Denzel Washington’s acting reaches the stratosphere in ‘Flight’
By Eleanor Ringel Cater
Denzel Washington’s new film, “Flight” isn’t about the non-stop Atlanta-to-Denver sort of flight. It’s about the frenzied flight from reality that every addict takes with every snort and swallow.
Washington does play a pilot — cocky Capt. “Whip” Whitaker, who can fly anything with wings and a cockpit.
Even when he’s coked to the gills and coasting on some well-spiked orange juice.
In the much-heralded opening sequence, he makes a miraculous Captain Scully-style crash landing, losing six lives, but saving ninety-six others. He is a hero…until the toxicology report comes in.
Now he’s Captain Scuzzy and the airline, the pilots’ union and the plane manufacturer are dithering over who’s to blame. Even a miracle has consequences when money is involved.
The rest of the movie stays on the ground as director Robert Zemeckis takes us through the collateral damage caused by Whitaker’s condition — damage to himself as much as anyone else.
Fortunately, most of this revolves around Washington’s performance, which is terrific. This is a movie star moving into darker territory. One friend likened it to Paul Newman in “The Verdict,” another tale of addiction and redemption.
“The Verdict” is the overall better movie. “Flight’s” script takes some ill-advised detours, especially a Lifetime Movie subplot about another addict (female, gorgeous, troubled) who collides with Washington in a hospital stairwell, when both sneak out of their rooms for a smoke.
But Washington keeps his eye — and his performance — on the tight wire that is Whip’s daily life. This is a more subtle portrayal than his flashy Oscar-winning turn as a corrupt cop in “Training Day.” Washington understands the deviousness of addicts. For instance, it’s not just having a double vodka and orange juice on-board before take-off. It’s the nasty little thrill of pouring it secretly while giving the passengers the folksy routine about “relax and enjoy your flight.”

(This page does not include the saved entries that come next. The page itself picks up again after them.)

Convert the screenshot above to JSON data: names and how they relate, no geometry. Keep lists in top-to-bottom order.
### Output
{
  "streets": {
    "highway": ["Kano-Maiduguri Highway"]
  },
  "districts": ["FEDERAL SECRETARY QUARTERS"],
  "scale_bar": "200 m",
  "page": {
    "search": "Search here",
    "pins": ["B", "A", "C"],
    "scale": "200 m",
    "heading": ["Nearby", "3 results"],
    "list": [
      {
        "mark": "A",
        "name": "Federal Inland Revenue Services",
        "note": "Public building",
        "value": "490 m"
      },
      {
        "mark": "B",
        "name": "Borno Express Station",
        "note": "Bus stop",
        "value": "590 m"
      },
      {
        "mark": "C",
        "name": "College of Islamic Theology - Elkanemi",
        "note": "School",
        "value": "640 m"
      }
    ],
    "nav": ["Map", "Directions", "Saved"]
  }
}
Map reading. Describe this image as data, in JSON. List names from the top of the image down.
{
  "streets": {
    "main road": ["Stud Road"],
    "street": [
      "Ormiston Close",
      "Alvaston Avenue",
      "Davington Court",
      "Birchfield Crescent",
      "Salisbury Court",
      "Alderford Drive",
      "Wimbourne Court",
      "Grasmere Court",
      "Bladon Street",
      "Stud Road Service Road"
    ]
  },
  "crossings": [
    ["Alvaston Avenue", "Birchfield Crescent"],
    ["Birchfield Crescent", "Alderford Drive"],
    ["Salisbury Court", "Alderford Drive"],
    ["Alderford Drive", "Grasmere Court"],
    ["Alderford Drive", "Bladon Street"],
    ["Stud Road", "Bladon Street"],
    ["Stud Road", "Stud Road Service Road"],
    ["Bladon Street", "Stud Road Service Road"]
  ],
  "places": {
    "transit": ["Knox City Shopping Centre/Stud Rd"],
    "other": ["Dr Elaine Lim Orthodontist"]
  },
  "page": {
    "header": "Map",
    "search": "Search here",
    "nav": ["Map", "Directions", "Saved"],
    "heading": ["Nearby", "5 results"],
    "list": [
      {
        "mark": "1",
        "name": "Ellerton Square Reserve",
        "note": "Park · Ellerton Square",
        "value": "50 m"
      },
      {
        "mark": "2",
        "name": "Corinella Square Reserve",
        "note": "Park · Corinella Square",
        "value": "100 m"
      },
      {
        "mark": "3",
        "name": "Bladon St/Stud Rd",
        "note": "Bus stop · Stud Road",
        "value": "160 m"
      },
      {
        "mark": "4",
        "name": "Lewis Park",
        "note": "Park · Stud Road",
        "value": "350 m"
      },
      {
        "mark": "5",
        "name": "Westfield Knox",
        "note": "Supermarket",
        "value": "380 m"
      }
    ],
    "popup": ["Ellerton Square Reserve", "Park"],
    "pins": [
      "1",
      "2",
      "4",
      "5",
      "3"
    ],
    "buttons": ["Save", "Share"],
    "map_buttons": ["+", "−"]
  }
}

Washington doesn’t work in a vacuum, either. “Flight” surrounds him with fine turns — Don Cheadle as a sleek but honorable attorney; John Goodman as a showy drug-dealer; and Bruce Greenwood as an old pal and fellow pilot put in a tough position by Washington’s demons.
Zemeckis is, I’m afraid, a square. His best-known movie is “Forrest Gump,” which, love it or loathe it, is about as square as a movie can get. Not that there’s anything necessarily wrong with being square (I’ve got a good streak myself). But the result is a risk-averse movie.
I would’ve felt a whole lot better about “Flight” in general if it had dared to stretch its wings. But Washington is up there in the stratosphere, putting on a helluva show.